**Work instruction**
A line belongs in the answer if it contains "roads"; copy every such line from the entries below.

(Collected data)
━━━━━━━━━━━━━━━━

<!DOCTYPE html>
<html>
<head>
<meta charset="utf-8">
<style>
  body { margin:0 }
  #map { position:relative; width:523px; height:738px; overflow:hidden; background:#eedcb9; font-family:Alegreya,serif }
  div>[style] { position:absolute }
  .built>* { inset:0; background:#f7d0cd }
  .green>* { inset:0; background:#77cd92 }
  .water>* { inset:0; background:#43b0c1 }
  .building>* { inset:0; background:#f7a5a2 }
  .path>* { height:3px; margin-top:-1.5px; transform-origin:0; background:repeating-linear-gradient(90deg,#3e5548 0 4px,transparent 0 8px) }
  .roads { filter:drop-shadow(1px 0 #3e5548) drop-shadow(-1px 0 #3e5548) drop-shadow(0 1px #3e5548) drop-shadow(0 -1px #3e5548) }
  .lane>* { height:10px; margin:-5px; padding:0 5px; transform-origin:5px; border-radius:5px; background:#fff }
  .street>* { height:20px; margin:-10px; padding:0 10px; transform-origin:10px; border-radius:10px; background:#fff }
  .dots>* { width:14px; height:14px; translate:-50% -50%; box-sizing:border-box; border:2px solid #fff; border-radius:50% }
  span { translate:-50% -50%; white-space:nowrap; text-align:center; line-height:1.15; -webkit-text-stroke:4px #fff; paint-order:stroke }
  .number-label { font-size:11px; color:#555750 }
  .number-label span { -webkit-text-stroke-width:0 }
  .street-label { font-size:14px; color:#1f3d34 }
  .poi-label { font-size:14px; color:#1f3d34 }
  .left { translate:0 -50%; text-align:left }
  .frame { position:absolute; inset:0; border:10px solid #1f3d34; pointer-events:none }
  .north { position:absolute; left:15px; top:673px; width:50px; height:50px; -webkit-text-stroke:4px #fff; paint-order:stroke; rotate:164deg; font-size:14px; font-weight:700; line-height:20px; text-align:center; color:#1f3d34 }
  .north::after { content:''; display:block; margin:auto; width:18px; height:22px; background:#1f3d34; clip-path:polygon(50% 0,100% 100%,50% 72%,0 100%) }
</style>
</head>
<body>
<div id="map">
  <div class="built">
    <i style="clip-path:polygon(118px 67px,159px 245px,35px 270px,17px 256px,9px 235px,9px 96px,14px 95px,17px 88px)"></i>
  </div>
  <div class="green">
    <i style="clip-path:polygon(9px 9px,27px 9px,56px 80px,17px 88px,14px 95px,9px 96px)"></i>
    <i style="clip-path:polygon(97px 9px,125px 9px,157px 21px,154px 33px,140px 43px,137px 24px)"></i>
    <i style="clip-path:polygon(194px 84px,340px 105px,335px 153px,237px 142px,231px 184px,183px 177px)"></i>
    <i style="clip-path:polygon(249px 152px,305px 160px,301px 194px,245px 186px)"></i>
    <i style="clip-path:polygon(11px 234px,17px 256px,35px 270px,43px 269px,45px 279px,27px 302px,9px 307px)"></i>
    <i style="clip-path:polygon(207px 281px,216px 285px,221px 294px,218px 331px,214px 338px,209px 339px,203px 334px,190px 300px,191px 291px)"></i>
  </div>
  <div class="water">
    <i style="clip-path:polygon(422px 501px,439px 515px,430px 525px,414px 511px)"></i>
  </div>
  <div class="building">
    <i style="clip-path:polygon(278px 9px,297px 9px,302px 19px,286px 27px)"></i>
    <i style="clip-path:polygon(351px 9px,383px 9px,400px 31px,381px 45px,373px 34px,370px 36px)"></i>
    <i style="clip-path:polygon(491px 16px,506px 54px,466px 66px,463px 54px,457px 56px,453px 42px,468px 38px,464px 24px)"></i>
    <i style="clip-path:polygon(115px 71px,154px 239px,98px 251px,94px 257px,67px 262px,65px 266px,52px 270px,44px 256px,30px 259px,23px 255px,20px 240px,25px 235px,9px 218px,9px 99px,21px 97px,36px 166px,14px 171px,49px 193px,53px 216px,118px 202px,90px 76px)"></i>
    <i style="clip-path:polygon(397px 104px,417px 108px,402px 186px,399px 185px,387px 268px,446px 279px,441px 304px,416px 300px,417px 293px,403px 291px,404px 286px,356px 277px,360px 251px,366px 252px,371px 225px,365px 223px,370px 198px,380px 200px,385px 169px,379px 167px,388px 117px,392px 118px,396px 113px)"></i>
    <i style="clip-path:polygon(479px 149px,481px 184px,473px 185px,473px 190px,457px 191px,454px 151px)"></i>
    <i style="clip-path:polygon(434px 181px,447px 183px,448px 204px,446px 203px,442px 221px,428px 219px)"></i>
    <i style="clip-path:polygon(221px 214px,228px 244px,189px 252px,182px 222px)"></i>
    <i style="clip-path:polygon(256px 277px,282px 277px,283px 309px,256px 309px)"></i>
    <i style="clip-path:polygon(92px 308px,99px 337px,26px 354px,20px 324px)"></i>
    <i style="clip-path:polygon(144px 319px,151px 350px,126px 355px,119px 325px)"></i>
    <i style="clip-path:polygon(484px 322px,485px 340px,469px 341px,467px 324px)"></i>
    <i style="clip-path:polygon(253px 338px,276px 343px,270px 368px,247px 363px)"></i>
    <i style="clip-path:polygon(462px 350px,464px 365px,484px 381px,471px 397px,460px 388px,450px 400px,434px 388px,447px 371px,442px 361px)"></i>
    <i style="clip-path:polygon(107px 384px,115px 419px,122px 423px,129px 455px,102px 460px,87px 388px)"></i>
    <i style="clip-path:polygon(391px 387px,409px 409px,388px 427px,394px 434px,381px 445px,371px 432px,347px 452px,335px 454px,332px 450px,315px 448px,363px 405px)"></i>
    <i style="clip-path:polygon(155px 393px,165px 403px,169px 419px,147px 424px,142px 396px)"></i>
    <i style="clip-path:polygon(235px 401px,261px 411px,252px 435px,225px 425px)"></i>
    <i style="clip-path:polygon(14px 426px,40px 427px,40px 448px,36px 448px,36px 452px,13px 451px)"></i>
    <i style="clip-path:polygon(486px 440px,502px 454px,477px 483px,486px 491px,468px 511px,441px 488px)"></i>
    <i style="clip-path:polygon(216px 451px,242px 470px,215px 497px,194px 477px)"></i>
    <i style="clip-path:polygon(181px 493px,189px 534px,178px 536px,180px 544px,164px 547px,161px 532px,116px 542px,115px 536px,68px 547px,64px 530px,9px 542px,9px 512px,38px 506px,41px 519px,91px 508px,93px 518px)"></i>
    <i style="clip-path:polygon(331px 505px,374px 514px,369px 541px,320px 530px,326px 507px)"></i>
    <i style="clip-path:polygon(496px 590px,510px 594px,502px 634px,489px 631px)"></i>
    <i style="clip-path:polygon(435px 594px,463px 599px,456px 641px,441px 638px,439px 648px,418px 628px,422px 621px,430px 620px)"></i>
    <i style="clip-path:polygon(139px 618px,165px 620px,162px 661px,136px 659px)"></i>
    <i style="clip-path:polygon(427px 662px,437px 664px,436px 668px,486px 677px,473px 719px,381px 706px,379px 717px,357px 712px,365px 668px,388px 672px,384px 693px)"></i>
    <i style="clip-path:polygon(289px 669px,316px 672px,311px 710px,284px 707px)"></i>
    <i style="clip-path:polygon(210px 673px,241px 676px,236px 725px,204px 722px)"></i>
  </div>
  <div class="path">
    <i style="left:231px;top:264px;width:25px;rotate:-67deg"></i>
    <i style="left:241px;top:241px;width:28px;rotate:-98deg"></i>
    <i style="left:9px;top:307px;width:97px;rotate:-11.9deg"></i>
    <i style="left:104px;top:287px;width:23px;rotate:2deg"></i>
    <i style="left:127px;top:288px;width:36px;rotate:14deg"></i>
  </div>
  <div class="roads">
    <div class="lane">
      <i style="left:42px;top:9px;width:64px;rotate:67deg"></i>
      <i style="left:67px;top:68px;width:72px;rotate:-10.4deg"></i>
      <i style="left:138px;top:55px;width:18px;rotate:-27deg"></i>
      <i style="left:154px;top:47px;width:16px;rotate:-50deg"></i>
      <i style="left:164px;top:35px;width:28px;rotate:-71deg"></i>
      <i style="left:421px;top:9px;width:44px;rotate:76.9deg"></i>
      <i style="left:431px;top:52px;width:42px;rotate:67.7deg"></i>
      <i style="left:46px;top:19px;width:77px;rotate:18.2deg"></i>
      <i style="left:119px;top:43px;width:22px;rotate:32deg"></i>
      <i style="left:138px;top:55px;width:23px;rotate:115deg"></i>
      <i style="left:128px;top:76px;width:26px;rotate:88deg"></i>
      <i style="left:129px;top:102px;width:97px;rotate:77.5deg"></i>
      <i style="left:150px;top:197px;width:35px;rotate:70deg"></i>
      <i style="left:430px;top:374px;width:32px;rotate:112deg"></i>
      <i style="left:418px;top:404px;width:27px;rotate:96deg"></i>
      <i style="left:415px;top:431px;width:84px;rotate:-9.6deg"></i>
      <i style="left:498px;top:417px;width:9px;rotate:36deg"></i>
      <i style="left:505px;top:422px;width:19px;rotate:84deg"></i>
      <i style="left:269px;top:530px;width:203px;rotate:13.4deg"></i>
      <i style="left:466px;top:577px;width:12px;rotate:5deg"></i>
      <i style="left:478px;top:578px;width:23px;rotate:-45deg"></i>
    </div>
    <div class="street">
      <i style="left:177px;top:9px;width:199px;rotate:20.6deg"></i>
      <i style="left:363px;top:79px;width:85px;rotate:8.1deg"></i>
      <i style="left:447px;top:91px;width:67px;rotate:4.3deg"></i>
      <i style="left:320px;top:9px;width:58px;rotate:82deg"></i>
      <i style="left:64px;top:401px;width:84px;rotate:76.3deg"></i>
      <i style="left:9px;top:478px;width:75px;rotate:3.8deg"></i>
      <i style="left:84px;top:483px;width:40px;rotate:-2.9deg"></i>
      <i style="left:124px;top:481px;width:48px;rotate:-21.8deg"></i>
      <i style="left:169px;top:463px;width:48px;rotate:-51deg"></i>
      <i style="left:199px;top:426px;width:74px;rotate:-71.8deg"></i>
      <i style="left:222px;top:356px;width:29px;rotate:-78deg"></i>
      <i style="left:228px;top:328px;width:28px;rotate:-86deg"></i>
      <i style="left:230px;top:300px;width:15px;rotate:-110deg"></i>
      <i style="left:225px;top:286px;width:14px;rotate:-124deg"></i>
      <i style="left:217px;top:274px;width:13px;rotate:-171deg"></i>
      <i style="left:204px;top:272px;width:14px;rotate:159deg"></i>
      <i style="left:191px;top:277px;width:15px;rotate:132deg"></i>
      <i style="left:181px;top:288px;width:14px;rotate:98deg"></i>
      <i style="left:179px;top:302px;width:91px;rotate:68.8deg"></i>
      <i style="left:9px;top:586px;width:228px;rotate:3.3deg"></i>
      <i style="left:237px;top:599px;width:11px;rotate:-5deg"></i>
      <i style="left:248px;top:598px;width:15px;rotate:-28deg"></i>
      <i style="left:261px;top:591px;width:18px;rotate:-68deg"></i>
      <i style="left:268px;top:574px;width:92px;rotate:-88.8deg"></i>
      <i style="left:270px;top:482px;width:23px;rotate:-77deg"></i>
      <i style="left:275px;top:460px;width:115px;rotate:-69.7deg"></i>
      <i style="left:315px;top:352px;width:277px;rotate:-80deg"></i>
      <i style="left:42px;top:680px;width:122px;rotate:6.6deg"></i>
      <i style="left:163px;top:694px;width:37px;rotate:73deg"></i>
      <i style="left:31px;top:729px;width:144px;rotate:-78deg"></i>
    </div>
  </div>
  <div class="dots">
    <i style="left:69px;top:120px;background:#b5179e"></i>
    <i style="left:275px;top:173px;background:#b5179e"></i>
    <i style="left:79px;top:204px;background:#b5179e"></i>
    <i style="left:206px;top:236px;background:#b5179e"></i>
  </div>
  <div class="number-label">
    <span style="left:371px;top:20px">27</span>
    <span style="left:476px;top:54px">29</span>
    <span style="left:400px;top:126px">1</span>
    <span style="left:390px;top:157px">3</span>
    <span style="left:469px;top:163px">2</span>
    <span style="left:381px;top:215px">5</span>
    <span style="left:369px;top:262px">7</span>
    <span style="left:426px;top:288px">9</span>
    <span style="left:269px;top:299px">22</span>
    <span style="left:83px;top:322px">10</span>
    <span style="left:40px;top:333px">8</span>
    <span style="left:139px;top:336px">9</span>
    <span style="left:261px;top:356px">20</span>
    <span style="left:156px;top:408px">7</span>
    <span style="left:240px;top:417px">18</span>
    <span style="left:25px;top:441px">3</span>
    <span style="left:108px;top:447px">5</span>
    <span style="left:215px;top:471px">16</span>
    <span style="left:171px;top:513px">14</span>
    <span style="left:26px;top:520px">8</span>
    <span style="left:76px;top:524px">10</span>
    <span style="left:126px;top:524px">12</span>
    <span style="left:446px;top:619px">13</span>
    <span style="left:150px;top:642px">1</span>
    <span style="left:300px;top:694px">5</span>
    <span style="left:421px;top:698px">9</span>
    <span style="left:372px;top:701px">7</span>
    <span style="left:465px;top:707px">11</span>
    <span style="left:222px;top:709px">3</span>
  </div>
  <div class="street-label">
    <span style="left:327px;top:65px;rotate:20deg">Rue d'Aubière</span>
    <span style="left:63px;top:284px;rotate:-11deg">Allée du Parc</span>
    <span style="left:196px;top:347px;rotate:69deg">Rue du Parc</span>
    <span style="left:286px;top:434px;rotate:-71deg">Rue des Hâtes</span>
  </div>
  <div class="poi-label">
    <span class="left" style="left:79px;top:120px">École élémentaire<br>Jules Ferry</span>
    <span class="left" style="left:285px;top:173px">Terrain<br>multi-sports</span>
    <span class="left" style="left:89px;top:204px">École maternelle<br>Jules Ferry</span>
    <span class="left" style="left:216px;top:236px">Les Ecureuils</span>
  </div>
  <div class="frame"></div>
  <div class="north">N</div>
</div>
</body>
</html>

━━━━━━━━━━━━━━━━

**Answer space**
  .roads { filter:drop-shadow(1px 0 #3e5548) drop-shadow(-1px 0 #3e5548) drop-shadow(0 1px #3e5548) drop-shadow(0 -1px #3e5548) }
  <div class="roads">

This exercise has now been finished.